BRIEF: Using the records below, locate all lines containing "controls" and return them.

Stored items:
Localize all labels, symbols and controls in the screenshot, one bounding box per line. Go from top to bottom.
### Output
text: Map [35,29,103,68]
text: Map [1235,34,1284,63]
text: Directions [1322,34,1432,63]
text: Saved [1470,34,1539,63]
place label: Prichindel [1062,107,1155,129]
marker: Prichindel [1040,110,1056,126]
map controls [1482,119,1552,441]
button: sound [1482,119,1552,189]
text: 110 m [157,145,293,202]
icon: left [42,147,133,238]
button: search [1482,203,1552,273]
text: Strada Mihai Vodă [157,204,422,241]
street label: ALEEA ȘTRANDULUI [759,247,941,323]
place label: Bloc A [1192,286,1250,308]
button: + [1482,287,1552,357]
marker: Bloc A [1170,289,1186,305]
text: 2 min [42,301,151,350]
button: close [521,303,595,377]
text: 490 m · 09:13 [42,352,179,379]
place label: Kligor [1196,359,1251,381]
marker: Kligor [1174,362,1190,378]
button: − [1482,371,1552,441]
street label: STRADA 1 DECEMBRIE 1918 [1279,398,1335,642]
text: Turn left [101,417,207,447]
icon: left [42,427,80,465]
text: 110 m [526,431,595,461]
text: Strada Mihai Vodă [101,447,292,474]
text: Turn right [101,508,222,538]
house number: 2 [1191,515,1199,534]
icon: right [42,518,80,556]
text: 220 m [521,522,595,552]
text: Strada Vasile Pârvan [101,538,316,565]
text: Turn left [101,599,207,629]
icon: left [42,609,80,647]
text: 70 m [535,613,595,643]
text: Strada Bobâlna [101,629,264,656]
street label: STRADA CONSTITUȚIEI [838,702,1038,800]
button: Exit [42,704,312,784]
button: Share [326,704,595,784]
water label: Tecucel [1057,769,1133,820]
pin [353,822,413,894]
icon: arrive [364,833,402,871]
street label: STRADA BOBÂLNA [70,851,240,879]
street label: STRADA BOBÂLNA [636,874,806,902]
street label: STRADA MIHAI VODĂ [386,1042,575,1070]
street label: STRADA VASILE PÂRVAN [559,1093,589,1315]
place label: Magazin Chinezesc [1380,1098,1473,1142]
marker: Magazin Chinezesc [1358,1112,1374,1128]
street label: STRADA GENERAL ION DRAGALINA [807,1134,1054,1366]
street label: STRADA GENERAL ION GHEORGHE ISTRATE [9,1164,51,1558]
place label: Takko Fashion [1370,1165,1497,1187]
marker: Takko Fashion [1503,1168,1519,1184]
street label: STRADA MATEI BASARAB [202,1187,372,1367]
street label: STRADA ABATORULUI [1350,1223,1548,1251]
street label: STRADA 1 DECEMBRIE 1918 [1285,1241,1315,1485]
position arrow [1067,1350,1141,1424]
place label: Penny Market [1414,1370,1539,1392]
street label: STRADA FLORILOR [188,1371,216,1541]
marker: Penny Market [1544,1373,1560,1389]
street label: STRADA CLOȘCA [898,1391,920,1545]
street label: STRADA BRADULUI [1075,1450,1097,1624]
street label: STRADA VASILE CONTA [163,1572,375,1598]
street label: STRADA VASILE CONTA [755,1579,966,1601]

SOLUTION:
Localize all labels, symbols and controls in the screenshot, one bounding box per line. Go from top to bottom.
map controls [1482,119,1552,441]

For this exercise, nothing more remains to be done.